_EXERCISE AIM_:
Copy each line of the entries below that contains the string "rows".

_THE RECORDS_:
************

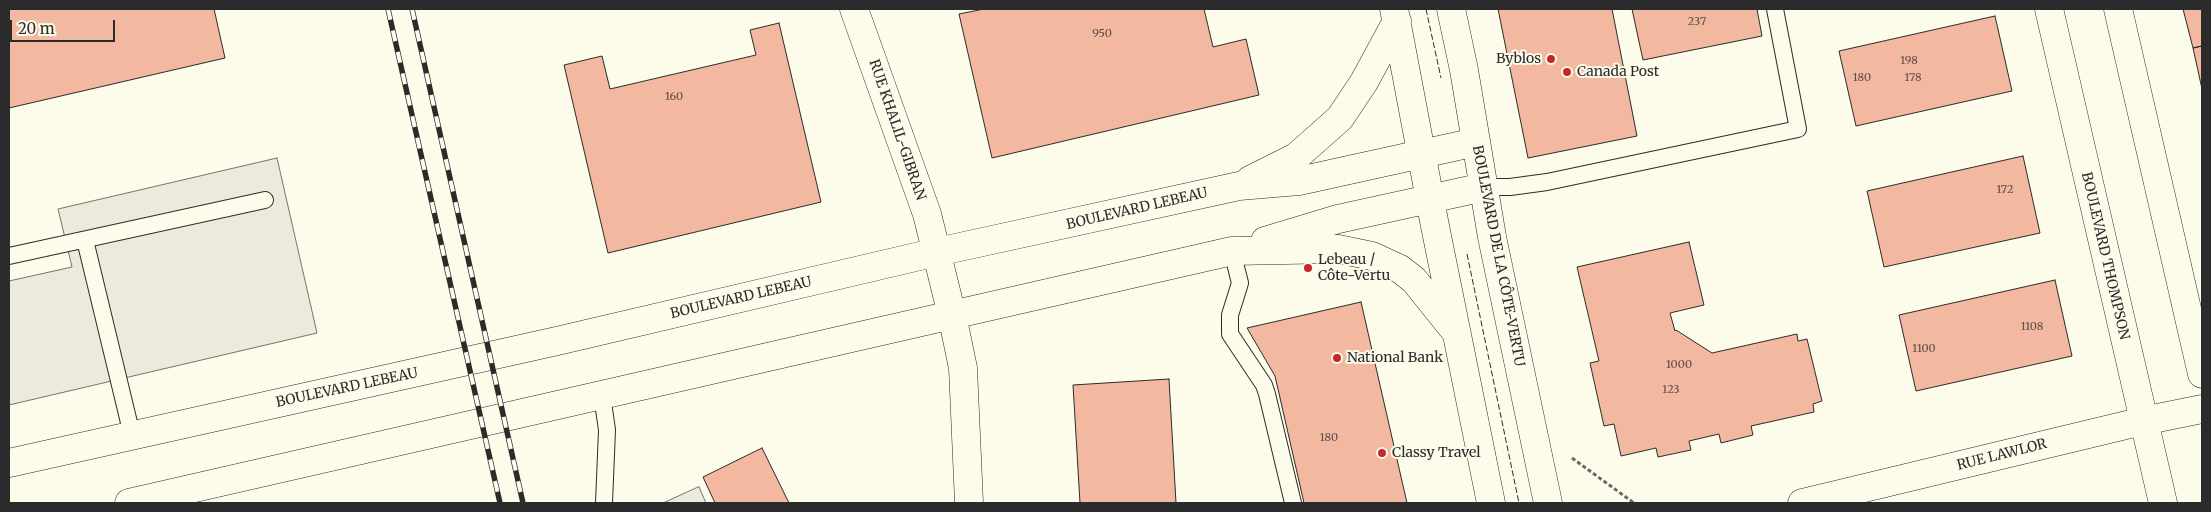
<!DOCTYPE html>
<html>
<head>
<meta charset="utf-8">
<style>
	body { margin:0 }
	#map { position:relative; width:2211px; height:512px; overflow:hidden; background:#fdfbea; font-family:Merriweather,serif }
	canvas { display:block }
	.frame { position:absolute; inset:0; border:10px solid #2b2b2b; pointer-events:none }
	.scale { position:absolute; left:10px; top:20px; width:105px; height:22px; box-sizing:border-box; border:2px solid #2b2b2b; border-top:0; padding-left:6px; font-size:15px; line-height:18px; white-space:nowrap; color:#2b2b2b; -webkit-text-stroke:4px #fdfbea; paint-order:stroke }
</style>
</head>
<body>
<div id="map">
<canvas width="2211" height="512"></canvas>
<div class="frame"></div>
<div class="scale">20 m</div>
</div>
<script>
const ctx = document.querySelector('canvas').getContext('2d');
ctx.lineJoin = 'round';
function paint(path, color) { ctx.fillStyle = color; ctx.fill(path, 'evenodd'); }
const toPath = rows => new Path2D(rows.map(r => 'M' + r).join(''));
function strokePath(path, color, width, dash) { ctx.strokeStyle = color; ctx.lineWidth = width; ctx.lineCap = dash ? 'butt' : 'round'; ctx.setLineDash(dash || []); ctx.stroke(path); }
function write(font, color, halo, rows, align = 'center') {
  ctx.font = font + ' Merriweather,serif'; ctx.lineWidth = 4; ctx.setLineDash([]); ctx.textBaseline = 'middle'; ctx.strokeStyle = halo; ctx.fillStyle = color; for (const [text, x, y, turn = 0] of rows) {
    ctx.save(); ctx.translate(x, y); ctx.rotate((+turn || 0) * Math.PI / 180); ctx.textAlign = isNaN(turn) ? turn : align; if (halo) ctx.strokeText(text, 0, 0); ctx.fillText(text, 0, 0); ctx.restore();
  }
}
const parking = toPath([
	[277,158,317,333,9,405,9,281,72,267,58,209,277,158],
	[699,487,706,503,663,503,698,487,699,487]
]);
const building = toPath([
	[9,9,214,9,225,58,9,108,9,9],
	[984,9,1204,9,1213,47,1246,39,1259,95,992,158,959,14,984,9],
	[1498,9,1612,9,1637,136,1528,158,1498,9],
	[1632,9,1757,9,1762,36,1643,60,1632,9],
	[2183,9,2202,9,2202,46,2193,48,2183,9],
	[1995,16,2012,91,1856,126,1839,51,1995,16],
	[779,23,821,202,608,253,564,65,602,56,610,89,756,55,750,30,779,23],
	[2202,46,2202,89,2193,48,2202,46],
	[2023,156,2040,233,1884,267,1867,191,2023,156],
	[1689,242,1704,305,1670,313,1675,331,1676,330,1712,353,1797,334,1798,341,1807,339,1822,401,1813,404,1814,412,1751,426,1753,435,1721,443,1719,434,1689,441,1691,450,1658,457,1656,448,1621,456,1614,424,1604,426,1590,363,1599,361,1577,267,1689,242],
	[2055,280,2072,356,1916,391,1899,315,2055,280],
	[1361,302,1407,503,1304,503,1275,376,1247,328,1361,302],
	[1169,379,1176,503,1080,503,1073,385,1169,379],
	[762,448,789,503,715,503,703,477,762,448]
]);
const path = toPath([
	[1572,458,1634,503]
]);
const lane = toPath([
	[1484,187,1510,187,1547,182,1798,129,1775,9],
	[85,240,132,435],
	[1232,251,1240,283,1230,315,1230,334,1264,385,1267,394,1293,503],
	[9,256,265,200],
	[602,395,607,430,604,503]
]);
const street = toPath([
	[854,9,927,214,952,315,963,368,969,503],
	[2049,9,2163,503],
	[2118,9,2202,374],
	[1802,503,2143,421,2202,409]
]);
const secondary = toPath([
	[1394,9,1435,226,1491,503],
	[1451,9,1464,70,1492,237,1548,503],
	[1250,180,1296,157,1340,118,1364,82,1397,21],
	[1265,241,1338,219,1484,187],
	[9,463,557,341,937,252,1239,186,1299,181,1476,142],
	[129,503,1232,251,1338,249,1372,256,1400,269,1414,280,1455,331]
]);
const rail = toPath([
	[388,9,500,503],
	[412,9,523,503]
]);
const fence = toPath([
	[1426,9,1441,78],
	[1467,254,1519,503]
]);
const markers = [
	[1551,59,5,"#c62828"],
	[1567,72,5,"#c62828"],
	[1308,268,5,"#c62828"],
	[1337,358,5,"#c62828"],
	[1382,453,5,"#c62828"]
];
const numberNames = [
	["237",1697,22],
	["950",1102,34],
	["198",1909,61],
	["180",1862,78],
	["178",1913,78],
	["160",674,97],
	["172",2005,190],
	["1108",2032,327],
	["1100",1924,349],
	["1000",1679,365],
	["123",1671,390],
	["180",1329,438]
];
const poiNames = [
	["Byblos",1541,59,"right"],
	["Canada Post",1577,72],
	["Lebeau /",1318,260],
	["Côte-Vertu",1318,276],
	["National Bank",1347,358],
	["Classy Travel",1392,453]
];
const streetNames = [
	["RUE KHALIL-GIBRAN",897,130,71],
	["BOULEVARD LEBEAU",1137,209,-13],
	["BOULEVARD DE LA CÔTE-VERTU",1498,256,79],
	["BOULEVARD THOMPSON",2105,256,77],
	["BOULEVARD LEBEAU",741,298,-13],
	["BOULEVARD LEBEAU",347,388,-12],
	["RUE LAWLOR",2002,455,-14]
];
paint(parking, '#eceadb');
strokePath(parking, '#74746e', 1);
paint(building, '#f2b8a0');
strokePath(building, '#2b2b2b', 1);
strokePath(lane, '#2b2b2b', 18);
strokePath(street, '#2b2b2b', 29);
strokePath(secondary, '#2b2b2b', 29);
strokePath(path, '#6a6964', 3, [4, 2.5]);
strokePath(lane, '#fdfbea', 16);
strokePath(street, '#fdfbea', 28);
strokePath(secondary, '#fdfbea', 28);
strokePath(rail, '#2b2b2b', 5.5);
strokePath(rail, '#fdfbea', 4, [11]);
strokePath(fence, '#2b2b2b', 1, [6, 2.5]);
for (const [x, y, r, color] of markers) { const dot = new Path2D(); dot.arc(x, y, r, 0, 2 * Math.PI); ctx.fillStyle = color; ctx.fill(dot); strokePath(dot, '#fdfbea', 2); }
write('11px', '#5d4e48', null, numberNames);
write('14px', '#2b2b2b', '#fdfbea', poiNames, 'left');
write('14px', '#2b2b2b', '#fdfbea', streetNames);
</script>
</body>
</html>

************

_ANSWER SPACE_:
const toPath = rows => new Path2D(rows.map(r => 'M' + r).join(''));
function write(font, color, halo, rows, align = 'center') {
  ctx.font = font + ' Merriweather,serif'; ctx.lineWidth = 4; ctx.setLineDash([]); ctx.textBaseline = 'middle'; ctx.strokeStyle = halo; ctx.fillStyle = color; for (const [text, x, y, turn = 0] of rows) {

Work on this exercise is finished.